If the National Hockey League lockout lasts the entire season, the Arrowhead Pond of Anaheim will lose millions of dollars in income from 45 canceled Mighty Ducks games.
But these are hardly dark days for the 11-year-old, city-owned arena that spent its first decade swimming in debt.
The 19,000-seat facility is finally approaching profitability after completing a record-breaking year for concerts and gross ticket revenue. It also has sold its 84 luxury suites, and its new management company, H&S Ventures, is in negotiations to buy the Ducks.
And then there's always the hope that the Pond will land the best of all sports anchors -- a National Basketball Assn. franchise. Although the arena appears no closer to landing an NBA team than it was a decade ago, the quest continues.
"l won't stop until an NBA team lands at the Arrowhead Pond," said Tim Ryan, president of Anaheim Arena Management, which is owned by H&S Ventures.

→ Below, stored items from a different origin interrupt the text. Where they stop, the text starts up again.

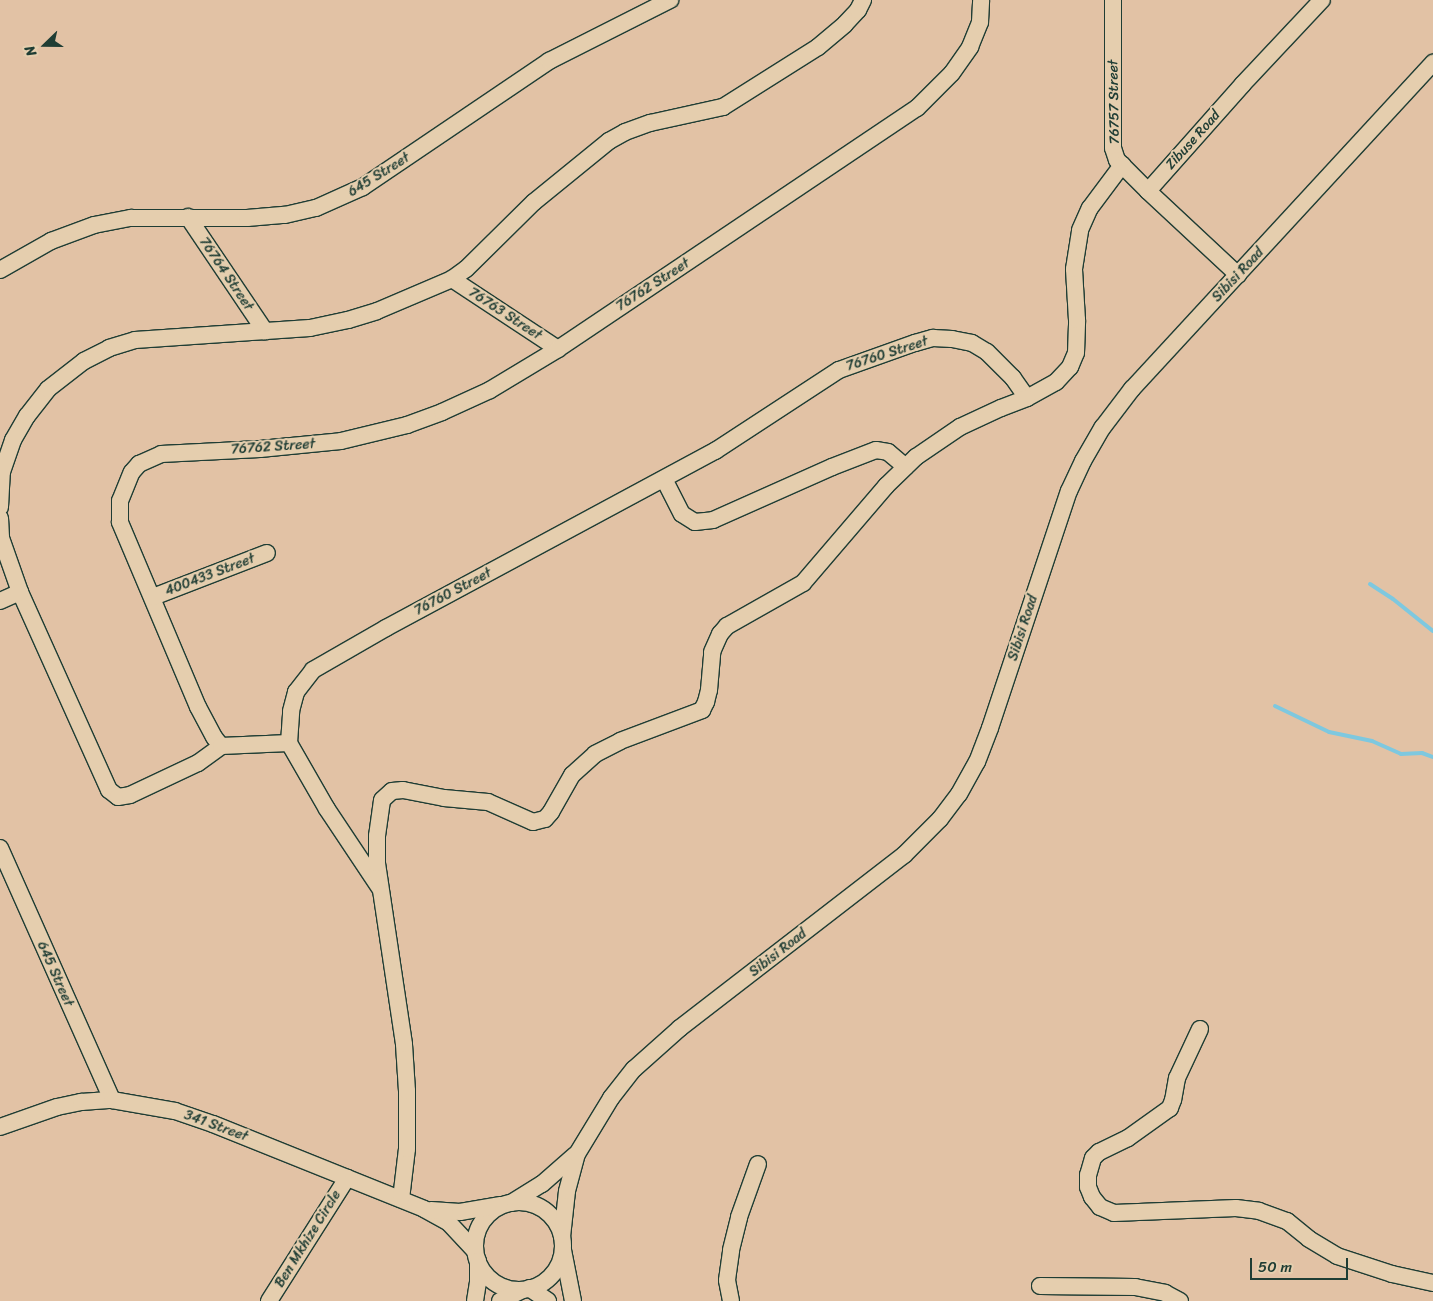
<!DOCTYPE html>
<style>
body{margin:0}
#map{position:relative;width:1433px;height:1301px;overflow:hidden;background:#e2c2a5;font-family:Sriracha,sans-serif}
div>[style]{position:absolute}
.stream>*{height:4px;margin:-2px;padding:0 2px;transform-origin:2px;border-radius:2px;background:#7ec8df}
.roads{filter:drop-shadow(1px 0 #1f3d34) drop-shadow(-1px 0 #1f3d34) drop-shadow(0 1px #1f3d34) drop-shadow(0 -1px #1f3d34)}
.minor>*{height:16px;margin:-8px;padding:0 8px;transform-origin:8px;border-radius:8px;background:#e5ceae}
.minor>.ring{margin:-8px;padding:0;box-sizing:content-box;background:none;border:16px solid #e5ceae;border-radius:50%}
span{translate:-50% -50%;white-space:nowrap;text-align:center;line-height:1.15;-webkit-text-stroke:4px #e5ceae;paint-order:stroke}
.street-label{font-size:14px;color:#1f3d34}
.north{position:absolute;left:20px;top:20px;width:50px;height:50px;-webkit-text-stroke:4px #e5ceae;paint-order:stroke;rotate:248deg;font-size:14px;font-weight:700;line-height:20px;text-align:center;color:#1f3d34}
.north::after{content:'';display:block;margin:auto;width:18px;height:22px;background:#1f3d34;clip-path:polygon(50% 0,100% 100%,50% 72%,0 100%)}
.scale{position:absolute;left:1250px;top:1258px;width:98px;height:22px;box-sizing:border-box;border:2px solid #1f3d34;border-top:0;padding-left:6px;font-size:15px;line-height:18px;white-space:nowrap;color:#1f3d34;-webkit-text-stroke:4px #e5ceae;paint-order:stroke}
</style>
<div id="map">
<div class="stream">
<div style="left:1370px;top:584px;width:27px;rotate:33deg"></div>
<div style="left:1393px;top:599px;width:51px;rotate:38.7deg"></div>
<div style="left:1275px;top:706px;width:60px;rotate:25.7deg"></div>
<div style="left:1329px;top:732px;width:44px;rotate:11.8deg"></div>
<div style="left:1372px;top:741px;width:32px;rotate:24deg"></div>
<div style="left:1401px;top:754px;width:21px;rotate:-3deg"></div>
<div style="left:1422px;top:753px;width:12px;rotate:20deg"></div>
</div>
<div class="roads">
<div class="minor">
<div style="left:1113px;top:0;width:148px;rotate:90deg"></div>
<div style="left:1113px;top:148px;width:13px;rotate:72deg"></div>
<div style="left:1117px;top:160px;width:44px;rotate:45deg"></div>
<div style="left:188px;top:217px;width:138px;rotate:56deg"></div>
<div style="left:0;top:270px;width:59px;rotate:-29.6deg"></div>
<div style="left:51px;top:241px;width:46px;rotate:-20.4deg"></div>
<div style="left:94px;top:225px;width:38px;rotate:-11deg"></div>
<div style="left:131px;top:218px;width:116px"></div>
<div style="left:247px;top:218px;width:38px;rotate:-5deg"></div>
<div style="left:285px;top:215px;width:32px;rotate:-13deg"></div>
<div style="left:316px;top:208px;width:51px;rotate:-24.1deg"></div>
<div style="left:363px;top:187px;width:225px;rotate:-34.1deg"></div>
<div style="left:549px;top:61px;width:136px;rotate:-26.8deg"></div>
<div style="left:1238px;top:275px;width:123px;rotate:-137deg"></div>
<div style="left:1148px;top:191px;width:143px;rotate:-48.4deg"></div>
<div style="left:1243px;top:84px;width:115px;rotate:-46.8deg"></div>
<div style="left:452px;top:279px;width:127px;rotate:33.4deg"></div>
<div style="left:664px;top:479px;width:39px;rotate:63deg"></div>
<div style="left:682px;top:514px;width:15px;rotate:32deg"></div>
<div style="left:695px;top:522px;width:18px;rotate:-6deg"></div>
<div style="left:713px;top:520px;width:130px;rotate:-24deg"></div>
<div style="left:832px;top:467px;width:47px;rotate:-21.1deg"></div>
<div style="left:876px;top:450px;width:12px;rotate:9deg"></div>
<div style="left:888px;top:452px;width:23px;rotate:40deg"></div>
<div style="left:0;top:507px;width:35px;rotate:-87deg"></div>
<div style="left:2px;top:472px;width:34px;rotate:-71deg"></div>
<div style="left:13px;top:440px;width:28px;rotate:-60deg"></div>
<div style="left:27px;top:416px;width:34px;rotate:-52deg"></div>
<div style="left:48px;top:389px;width:46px;rotate:-37.9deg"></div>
<div style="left:84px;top:361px;width:28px;rotate:-27deg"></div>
<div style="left:109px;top:348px;width:27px;rotate:-17deg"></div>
<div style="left:135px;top:340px;width:175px;rotate:-3.9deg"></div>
<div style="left:310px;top:328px;width:39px;rotate:-12deg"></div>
<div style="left:348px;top:320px;width:30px;rotate:-17deg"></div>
<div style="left:377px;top:311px;width:82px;rotate:-23.1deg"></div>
<div style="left:452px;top:279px;width:17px;rotate:-36deg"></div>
<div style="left:466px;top:269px;width:95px;rotate:-44.6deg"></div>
<div style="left:534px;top:202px;width:97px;rotate:-39.1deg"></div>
<div style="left:609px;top:141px;width:18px;rotate:-29deg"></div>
<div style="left:625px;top:132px;width:27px;rotate:-20deg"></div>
<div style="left:650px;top:123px;width:75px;rotate:-12.4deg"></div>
<div style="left:723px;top:107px;width:112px;rotate:-32.3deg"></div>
<div style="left:818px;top:47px;width:35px;rotate:-40deg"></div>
<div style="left:845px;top:24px;width:19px;rotate:-47deg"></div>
<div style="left:858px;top:10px;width:11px;rotate:-63deg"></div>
<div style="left:0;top:518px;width:20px;rotate:87deg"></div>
<div style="left:1px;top:538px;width:57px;rotate:70.6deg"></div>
<div style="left:20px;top:592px;width:217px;rotate:65.8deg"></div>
<div style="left:109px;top:790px;width:11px;rotate:38deg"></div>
<div style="left:118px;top:797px;width:12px;rotate:-9deg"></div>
<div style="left:130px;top:795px;width:75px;rotate:-25.2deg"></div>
<div style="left:198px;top:763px;width:29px;rotate:-36deg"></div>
<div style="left:221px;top:746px;width:11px;rotate:-128deg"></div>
<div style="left:214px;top:737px;width:34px;rotate:-118deg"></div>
<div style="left:198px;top:707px;width:201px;rotate:-112.9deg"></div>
<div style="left:120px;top:522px;width:21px;rotate:-90deg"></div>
<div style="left:120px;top:501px;width:31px;rotate:-68deg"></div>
<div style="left:132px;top:472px;width:11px;rotate:-49deg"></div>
<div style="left:139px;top:464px;width:24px;rotate:-24deg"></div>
<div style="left:161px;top:454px;width:99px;rotate:-2.9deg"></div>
<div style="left:260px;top:449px;width:81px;rotate:-5.6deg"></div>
<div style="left:341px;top:441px;width:68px;rotate:-13.6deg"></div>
<div style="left:407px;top:425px;width:37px;rotate:-20deg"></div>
<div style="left:442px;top:412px;width:53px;rotate:-24.6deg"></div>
<div style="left:490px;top:390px;width:79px;rotate:-31.1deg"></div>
<div style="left:558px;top:349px;width:432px;rotate:-33.9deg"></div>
<div style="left:917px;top:108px;width:49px;rotate:-45deg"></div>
<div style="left:952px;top:73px;width:32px;rotate:-55deg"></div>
<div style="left:970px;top:47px;width:27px;rotate:-68deg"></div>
<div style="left:980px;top:22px;width:22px;rotate:-87deg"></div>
<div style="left:153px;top:597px;width:122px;rotate:-21.1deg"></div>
<div style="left:0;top:601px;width:22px;rotate:-24deg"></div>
<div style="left:289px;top:743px;width:32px;rotate:-86deg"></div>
<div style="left:291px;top:711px;width:20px;rotate:-75deg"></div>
<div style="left:296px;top:692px;width:28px;rotate:-52deg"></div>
<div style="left:313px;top:670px;width:84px;rotate:-29.9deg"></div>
<div style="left:386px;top:628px;width:374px;rotate:-28.3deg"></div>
<div style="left:715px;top:451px;width:148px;rotate:-33.2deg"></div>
<div style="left:839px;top:370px;width:81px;rotate:-19.6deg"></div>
<div style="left:915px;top:343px;width:19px;rotate:-16deg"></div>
<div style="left:933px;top:338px;width:19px;rotate:3deg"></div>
<div style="left:952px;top:339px;width:20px;rotate:11deg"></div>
<div style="left:972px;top:343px;width:17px;rotate:31deg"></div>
<div style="left:987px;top:352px;width:37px;rotate:45deg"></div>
<div style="left:1013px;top:378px;width:24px;rotate:55deg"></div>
<div style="left:1027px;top:398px;width:33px;rotate:-29deg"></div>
<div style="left:1056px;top:382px;width:21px;rotate:-47deg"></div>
<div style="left:1070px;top:367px;width:15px;rotate:-67deg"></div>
<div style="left:1076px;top:353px;width:33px;rotate:-88deg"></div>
<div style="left:1077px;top:320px;width:51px;rotate:-93.4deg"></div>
<div style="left:1074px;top:269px;width:39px;rotate:-81deg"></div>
<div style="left:1080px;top:230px;width:24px;rotate:-66deg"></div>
<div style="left:1090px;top:208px;width:54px;rotate:-53.3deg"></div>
<div style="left:221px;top:746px;width:68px;rotate:-2.5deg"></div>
<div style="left:289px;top:743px;width:76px;rotate:60.1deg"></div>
<div style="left:327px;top:809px;width:94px;rotate:56.3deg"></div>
<div style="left:0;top:848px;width:276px;rotate:66deg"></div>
<div style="left:1200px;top:1029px;width:54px;rotate:115.1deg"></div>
<div style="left:1177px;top:1078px;width:22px;rotate:100deg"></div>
<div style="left:1173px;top:1100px;width:9px;rotate:111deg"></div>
<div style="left:1170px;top:1108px;width:52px;rotate:144.5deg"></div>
<div style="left:1128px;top:1138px;width:32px;rotate:154deg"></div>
<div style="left:1099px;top:1152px;width:8px;rotate:135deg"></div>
<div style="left:1093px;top:1158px;width:18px;rotate:106deg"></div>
<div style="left:1088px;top:1175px;width:12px;rotate:90deg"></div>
<div style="left:1088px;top:1187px;width:11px;rotate:68deg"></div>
<div style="left:1092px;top:1197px;width:13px;rotate:51deg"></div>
<div style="left:1100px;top:1207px;width:15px;rotate:23deg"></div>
<div style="left:1114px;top:1213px;width:122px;rotate:-2.3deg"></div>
<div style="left:1236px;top:1208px;width:23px;rotate:7deg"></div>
<div style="left:1259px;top:1211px;width:30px;rotate:20deg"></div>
<div style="left:1287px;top:1221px;width:28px;rotate:39deg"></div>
<div style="left:1309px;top:1239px;width:33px;rotate:31deg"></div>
<div style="left:1337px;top:1256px;width:58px;rotate:18.1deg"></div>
<div style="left:1392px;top:1274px;width:42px;rotate:12.4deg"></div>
<div style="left:0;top:1127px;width:60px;rotate:-19.3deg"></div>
<div style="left:57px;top:1107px;width:25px;rotate:-12deg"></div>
<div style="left:81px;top:1102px;width:31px;rotate:-4deg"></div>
<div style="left:112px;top:1100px;width:64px;rotate:9.9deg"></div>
<div style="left:175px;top:1111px;width:40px;rotate:18.9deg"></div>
<div style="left:213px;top:1124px;width:227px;rotate:21.9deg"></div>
<div style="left:424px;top:1209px;width:29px;rotate:29deg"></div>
<div style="left:449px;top:1223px;width:38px;rotate:47deg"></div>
<div style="left:401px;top:1199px;width:50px;rotate:-83.2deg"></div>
<div style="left:407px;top:1149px;width:58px;rotate:-90deg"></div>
<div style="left:407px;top:1091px;width:47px;rotate:-93.7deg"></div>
<div style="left:404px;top:1044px;width:183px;rotate:-98.5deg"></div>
<div style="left:377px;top:863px;width:27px;rotate:-90deg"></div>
<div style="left:377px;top:836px;width:36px;rotate:-82deg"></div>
<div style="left:382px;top:800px;width:13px;rotate:-42deg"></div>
<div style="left:392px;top:791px;width:11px;rotate:-5deg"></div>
<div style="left:403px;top:790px;width:42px;rotate:11deg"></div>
<div style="left:444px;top:798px;width:44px;rotate:5.2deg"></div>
<div style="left:488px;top:802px;width:49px;rotate:24deg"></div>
<div style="left:533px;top:822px;width:12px;rotate:-14deg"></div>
<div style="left:545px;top:819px;width:9px;rotate:-49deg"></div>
<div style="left:551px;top:812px;width:43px;rotate:-60.4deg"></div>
<div style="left:572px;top:775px;width:31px;rotate:-42deg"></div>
<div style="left:595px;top:754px;width:28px;rotate:-27deg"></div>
<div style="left:620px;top:741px;width:88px;rotate:-20.7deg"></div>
<div style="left:702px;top:710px;width:9px;rotate:-63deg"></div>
<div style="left:706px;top:702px;width:12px;rotate:-76deg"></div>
<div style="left:709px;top:690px;width:38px;rotate:-85deg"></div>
<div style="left:712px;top:652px;width:20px;rotate:-66deg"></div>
<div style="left:720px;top:634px;width:11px;rotate:-49deg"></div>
<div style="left:727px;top:626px;width:87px;rotate:-29.5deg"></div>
<div style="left:803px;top:583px;width:128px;rotate:-49.4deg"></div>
<div style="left:886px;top:486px;width:42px;rotate:-44deg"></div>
<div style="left:916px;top:457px;width:53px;rotate:-34.3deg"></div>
<div style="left:960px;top:427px;width:45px;rotate:-24.9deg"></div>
<div style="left:1001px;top:408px;width:28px;rotate:-21deg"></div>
<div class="ring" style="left:475px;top:1202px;width:72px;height:72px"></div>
<div style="left:511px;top:1203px;width:36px;rotate:-32deg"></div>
<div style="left:542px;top:1184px;width:44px;rotate:-41.3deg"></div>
<div style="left:431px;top:1210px;width:29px;rotate:4deg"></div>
<div style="left:460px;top:1212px;width:40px;rotate:-10deg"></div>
<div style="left:562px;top:1237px;width:46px;rotate:-83.8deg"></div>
<div style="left:567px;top:1191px;width:38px;rotate:-75deg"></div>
<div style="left:577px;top:1154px;width:66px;rotate:-58.7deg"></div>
<div style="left:611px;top:1098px;width:37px;rotate:-52deg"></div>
<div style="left:634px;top:1069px;width:62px;rotate:-41.7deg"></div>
<div style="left:680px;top:1028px;width:283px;rotate:-37.7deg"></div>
<div style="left:904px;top:855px;width:51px;rotate:-45deg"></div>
<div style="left:940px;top:819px;width:31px;rotate:-53deg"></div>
<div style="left:959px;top:794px;width:37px;rotate:-61deg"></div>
<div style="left:977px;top:762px;width:36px;rotate:-69deg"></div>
<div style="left:990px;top:728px;width:250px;rotate:-71.6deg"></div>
<div style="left:1069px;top:491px;width:33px;rotate:-65deg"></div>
<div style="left:1083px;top:461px;width:39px;rotate:-60deg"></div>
<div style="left:1103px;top:427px;width:48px;rotate:-52.7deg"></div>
<div style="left:1132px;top:389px;width:444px;rotate:-47.3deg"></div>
<div style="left:563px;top:1250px;width:52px;rotate:78.9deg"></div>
<div style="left:1040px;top:1286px;width:95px;rotate:0.6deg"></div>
<div style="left:1135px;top:1287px;width:31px;rotate:11deg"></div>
<div style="left:1165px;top:1293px;width:17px;rotate:28deg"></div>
<div style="left:529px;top:1288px;width:23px;rotate:34deg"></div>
<div style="left:269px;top:1301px;width:146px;rotate:-57.6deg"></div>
<div style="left:475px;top:1301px;width:18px;rotate:-81deg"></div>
<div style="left:478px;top:1283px;width:22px;rotate:-90deg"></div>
<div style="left:500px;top:1301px;width:25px;rotate:-26deg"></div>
<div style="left:731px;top:1301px;width:21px;rotate:-101deg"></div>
<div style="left:727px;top:1280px;width:30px;rotate:-82deg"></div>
<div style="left:731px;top:1250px;width:34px;rotate:-76deg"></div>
<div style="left:739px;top:1217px;width:56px;rotate:-70.3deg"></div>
</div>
</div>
<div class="street-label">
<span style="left:1114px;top:102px;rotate:-91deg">76757 Street</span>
<span style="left:1193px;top:140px;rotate:-48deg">Zibuse Road</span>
<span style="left:379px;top:175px;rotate:-32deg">645 Street</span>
<span style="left:226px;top:274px;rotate:56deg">76764 Street</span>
<span style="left:1238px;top:275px;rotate:-47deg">Sibisi Road</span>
<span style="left:653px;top:285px;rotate:-33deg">76762 Street</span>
<span style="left:505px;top:314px;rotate:33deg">76763 Street</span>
<span style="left:887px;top:354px;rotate:-18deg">76760 Street</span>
<span style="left:273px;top:447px;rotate:-4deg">76762 Street</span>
<span style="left:210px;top:575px;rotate:-21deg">400433 Street</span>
<span style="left:453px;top:592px;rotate:-28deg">76760 Street</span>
<span style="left:1023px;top:628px;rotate:-72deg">Sibisi Road</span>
<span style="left:778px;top:953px;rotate:-38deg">Sibisi Road</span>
<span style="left:55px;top:974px;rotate:66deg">645 Street</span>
<span style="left:216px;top:1126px;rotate:20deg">341 Street</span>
<span style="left:308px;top:1239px;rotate:-58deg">Ben Mkhize Circle</span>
</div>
<div class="north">N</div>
<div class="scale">50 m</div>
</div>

Over the years, arena football, indoor soccer, boxing and roller hockey have been booked to help compensate for the lack of an anchor team. But none of the lower-tier sports lasted more than a few years during a decade of financial losses for the Pond, then managed by Ogden Entertainment.
The arrangement with Ogden, later called Covanta Energy, called for the company to pay the construction bill of more than $100 million in exchange for the operating profits. The city provided the land and was not exposed to any financial liability. H&S Ventures took over management of the Pond in December 2003 from bankrupt Covanta, which lost about $30 million over 10 years of operating the arena.
The new deal called for the city to get 20% of the profits above the first $12 million, which goes to Anaheim Arena Management. In the seven months of the new deal ending June 30, the arena made $4.2 million before debt service and depreciation.
Greg Smith, Anaheim's convention, sports and entertainment director, said the current deal gave the city a better chance to share in the arena's success.
"We still don't have a risk, but we have a much higher likelihood of sharing in the profits," Smith said. "If the NHL wasn't on strike, I think we could have reached the threshold this year."
While arena management waits for an end to the NHL lockout, the Anaheim Storm lacrosse team opened its second season Saturday. Although the number of National Lacrosse League fans pales in comparison to NBA numbers, Ryan said he was excited to be in on the ground floor of a niche sport.
But lacrosse had nothing to do with the Pond being ranked fourth in the world by Billboard magazine for gross ticket sales that exceeded $34 million.
The Pond cashed in on performers Prince, Madonna, Rod Stewart, Barry Manilow, Phil Collins, Van Halen and Simon & Garfunkel. The arena, which had staged about 25 concerts a year, had 41 concerts in 2004, including eight of Billboard's top-10 tours.
"Attitudes toward Orange County have changed significantly over the last 11 years, because of population growth, income levels and 'The O.C.' television show, which has helped make Orange County a very well-known commodity in our industry," Ryan said. "It's a huge plus for entertainers to reach two major markets, Los Angeles and Orange County, without ever getting on a plane."
The concert season, special events such as the U.S. Olympic Gymnastic Trials, the post-Athens gymnastics tour, the Wooden [basketball] Classic, Disney on Ice and the booking of next summer's World Badminton Championships have offset losses attributed to the NHL lockout, allowing Pond management to increase full-time executive staff positions by 10%.